The sound of people chanting, cheering, whistles. Then her commentary: “Under the bridge now, we're running... There are some really nice people up on a balcony clapping and cheering... People are dancing in the streets here, the police are looking on.”

The 1988 Manchester demonstration against Clause 28
Louise was 21 at the time. She had travelled up to Manchester with a friend. They were at a mass demonstration against Clause 28, later known as Section 28.
It is a notorious chapter in LGBTQ history.
Section 28 was the Thatcher government's attempt to ban “the promotion of homosexuality”, a backlash against gay rights.
The legislation followed tabloid outrage over a book called Jenny Lives with Eric and Martin, which told the tale of a little girl growing up with her dad and his gay lover.
“It was really personal because that legislation was about protecting children,” Louise recalls.
This idea that we were somehow a threat to the children... it was so toxic.”

Louise Carolin's old union cards
But the legislation had an unintended consequence.
Although we were angry, although we felt threatened, Section 28 actually brought a community together and kind of galvanised people.”

Louise Carolin
Louise made the tape of the demonstration because she was writing for Shocking Pink, the lesbian magazine for young women.
She still has a copy of her article.

It quotes actress Sue Johnston, famous at the time for playing Sheila Grant in Brookside and more recently for her role as Barbara in the sitcom the Royle Family. Johnston told the crowd:
“When I first heard about Clause 28, I thought about Hitler's burning of the books and we all know what happened over there, and it must not happen over here!”
Louise's Shocking Pink article reports that the crowd responded, “with roars of 'SHEILA, SHEILA, SHEILA!'”

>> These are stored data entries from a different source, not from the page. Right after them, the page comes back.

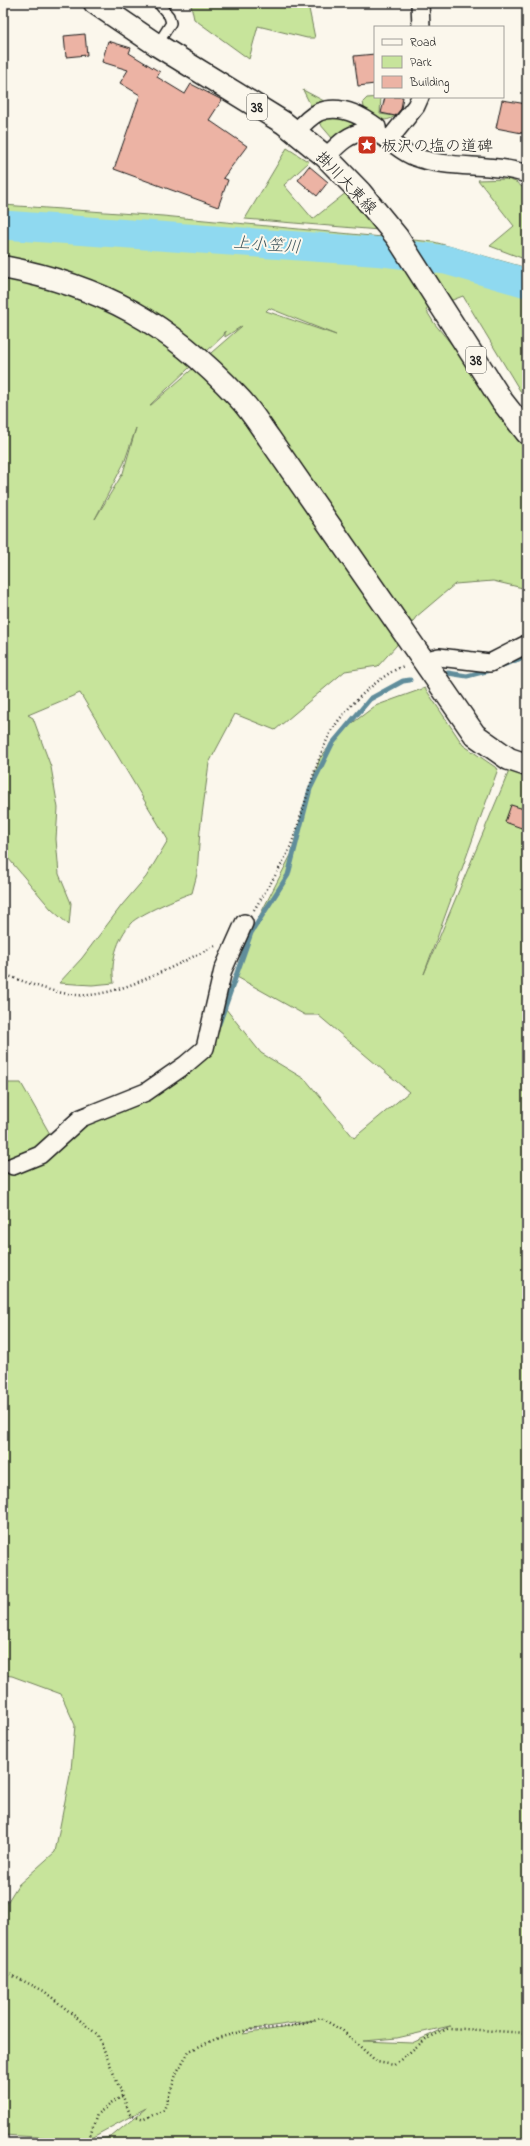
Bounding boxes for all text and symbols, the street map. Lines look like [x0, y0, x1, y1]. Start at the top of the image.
legend [374, 26, 504, 98]
text: Road [410, 34, 436, 52]
text: Park [410, 54, 432, 72]
text: Building [409, 74, 449, 93]
road number: 38 [247, 94, 267, 120]
place icon: 板沢の塩の道碑 [356, 134, 378, 156]
place label: 板沢の塩の道碑 [381, 135, 493, 159]
street label: 掛川大東線 [309, 146, 382, 221]
water label: 上小笠川 [232, 231, 302, 260]
road number: 38 [466, 347, 486, 373]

Sue Johnston in the magazine - Shocking Pink
Six years later Brookside would go on to make history, by screening the first pre-watershed lesbian kiss on UK television.
That demonstration gave everyone hope, Louise recalls.
We were so hungry for affirmation. For people to say this was wrong.”
It was six o'clock in the morning when they came for Emma Riley.
I was asleep. There was a knock on the door. They came in and they said get up, get downstairs, you're under arrest.”
And then they went through all her possessions.
A colleague had told the Royal Navy police that Emma was a lesbian. They took her letters, they took Suede's debut album - it shows two women kissing on the cover - and her video of comedian Julian Clary.
“Because, of course, if you have a Julian Clary video you must be gay,” she says wryly.

Emma Riley
Up until 2000, servicemen and women could be arrested and court-martialled for being lesbian or gay.
Emma joined the navy in 1990 and was drafted to HMS Cornwall as a radio operator, part of the first batch of women to be on the ship. She says she was seen as officer material.
I very much enjoyed the work and I was good at it.”

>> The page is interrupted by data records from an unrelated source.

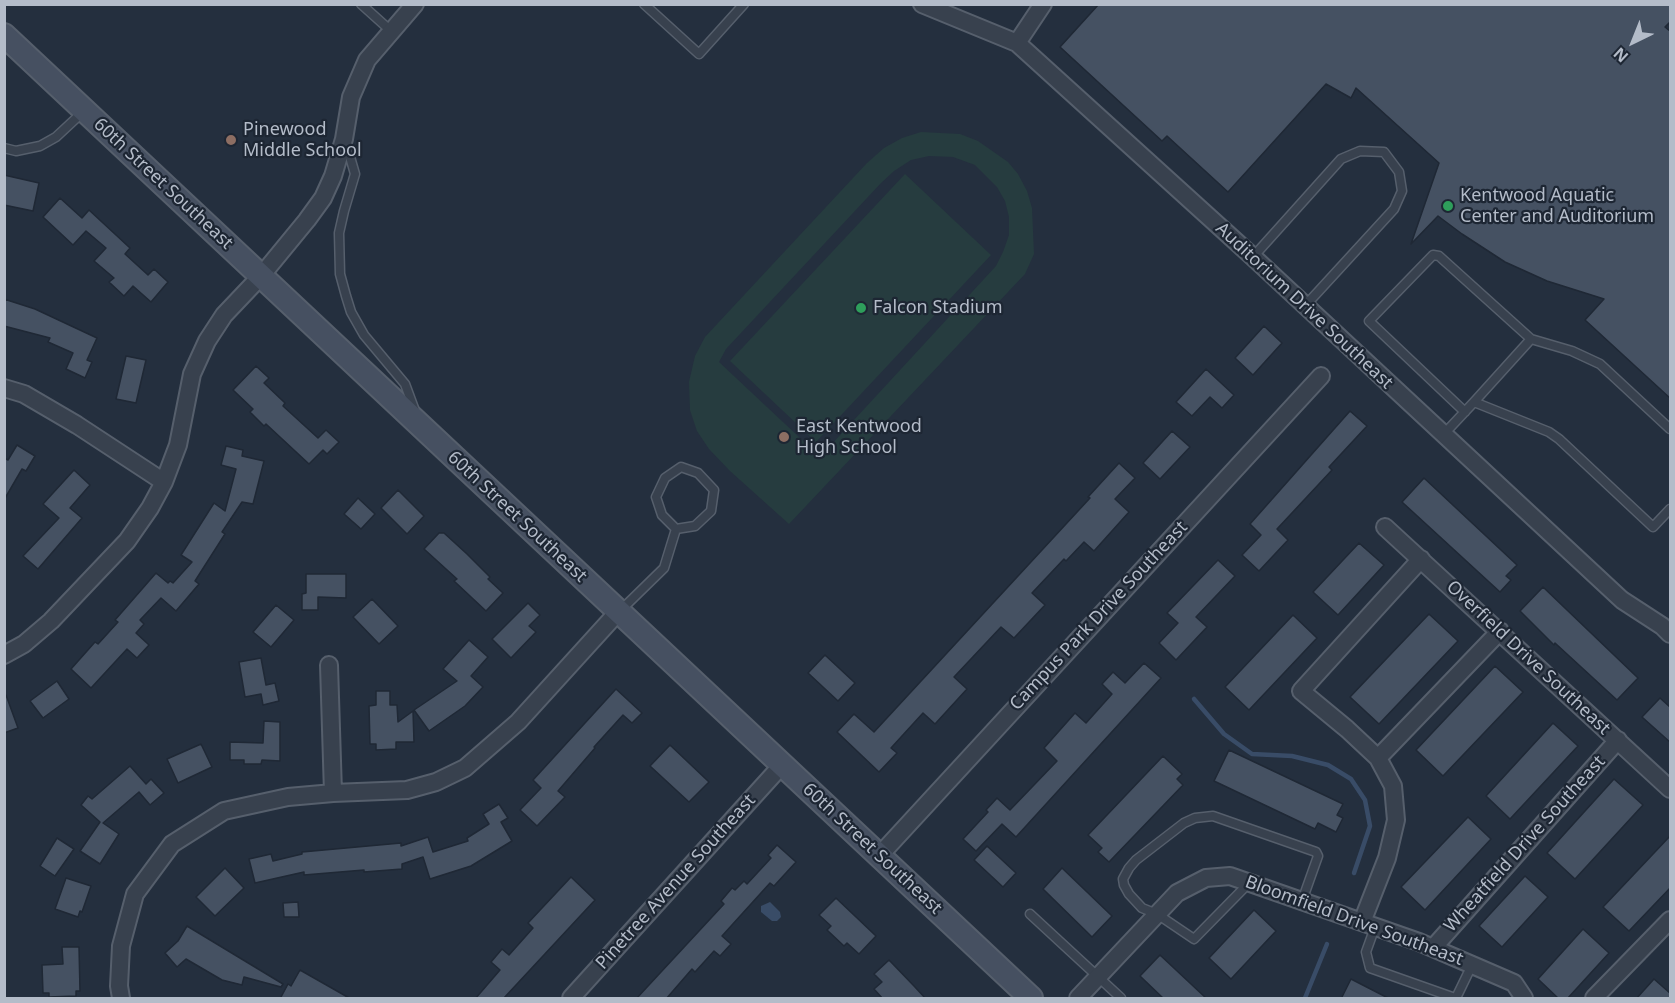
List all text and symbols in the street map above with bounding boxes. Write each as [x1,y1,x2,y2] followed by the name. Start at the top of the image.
[1603,12,1663,72] north arrow
[1608,43,1633,68] text: N
[89,114,237,254] street label: 60th Street Southeast
[243,119,362,162] place label: Pinewood Middle School
[224,133,238,147] marker: Pinewood Middle School
[1460,185,1654,228] place label: Kentwood Aquatic Center and Auditorium
[1441,199,1455,213] marker: Kentwood Aquatic Center and Auditorium
[1211,218,1397,394] street label: Auditorium Drive Southeast
[873,297,1003,319] place label: Falcon Stadium
[854,301,868,315] marker: Falcon Stadium
[796,416,922,458] place label: East Kentwood High School
[777,430,791,444] marker: East Kentwood High School
[443,447,591,587] street label: 60th Street Southeast
[1006,517,1192,715] street label: Campus Park Drive Southeast
[1442,576,1614,740] street label: Overfield Drive Southeast
[1440,751,1610,937] street label: Wheatfield Drive Southeast
[798,779,946,919] street label: 60th Street Southeast
[592,790,760,974] street label: Pinetree Avenue Southeast
[1242,871,1466,971] street label: Bloomfield Drive Southeast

But three years later her secret was out.
Like hundreds of other personnel each year during the 1980s, she was thrown out of the armed forces because of her sexuality.
Her service papers give the bland official version:
26 Nov 93 DISCHARGE SHORE

Emma's discharge sheet
And below that a stamp:
TERMINAL BENEFITS AWARDED
Not only was she out of a job she loved, she had to come out to her parents.
“I was so terrified of how they were going to feel about it, how disappointed they were going to be.”
But in the end her anxiety was misplaced:
They were brilliant. I'm extremely lucky to have the parents I have. They said 'Don't worry, we love you'.”

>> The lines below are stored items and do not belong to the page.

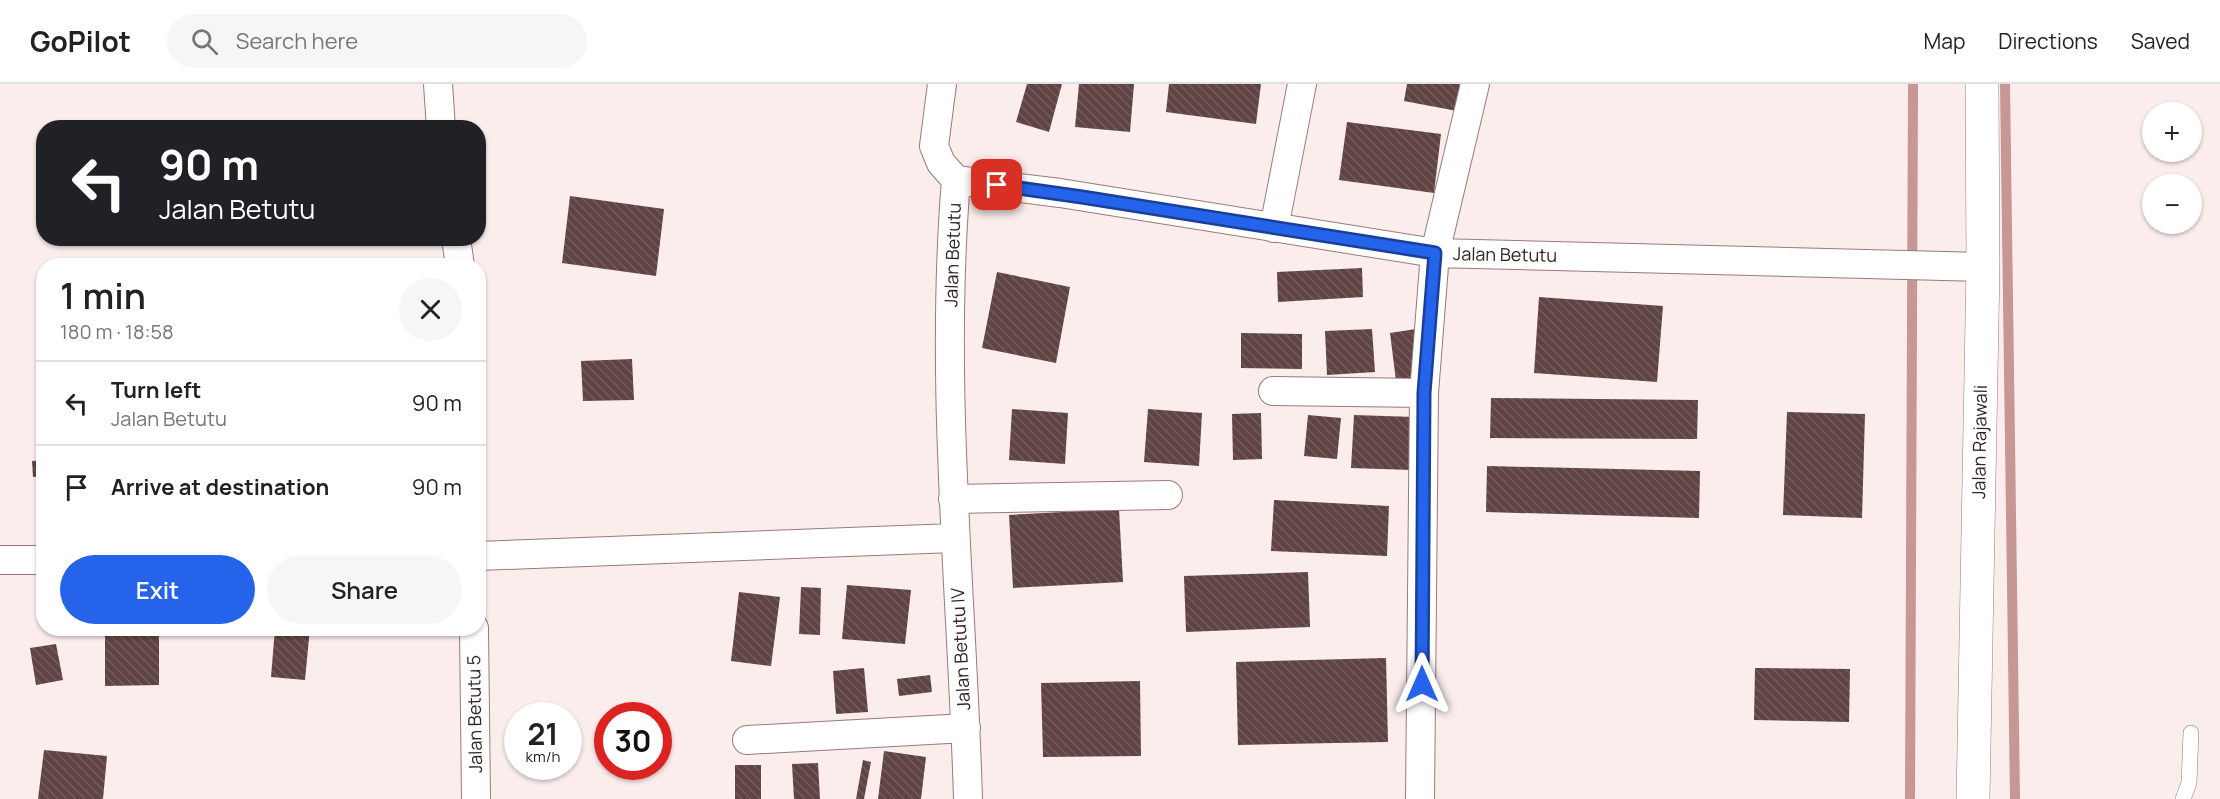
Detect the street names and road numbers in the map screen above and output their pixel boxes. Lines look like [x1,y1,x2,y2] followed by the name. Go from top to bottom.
[938,202,966,307] street label: Jalan Betutu
[1453,241,1557,267] street label: Jalan Betutu
[1966,385,1992,499] street label: Jalan Rajawali
[945,587,975,711] street label: Jalan Betutu IV
[461,655,487,773] street label: Jalan Betutu 5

Emma in uniform with her parents
“My friend Tina said they were like wearing little clouds on your feet in heaven.”

Jennifer Black
Jennifer Black is wearing the Ugg boots she bought exactly four years ago - on the day she transitioned to being a woman.
As a child she didn't feel right as a boy. When her father took her to the doctor aged 14 she'd been told it was just a phase.
For 40 years she lived as a man, got married, had a family.

Jennifer before she transitioned
In 2013 she realised she had to do something about it.
These boots mean so much to me. It was the start of a new life.”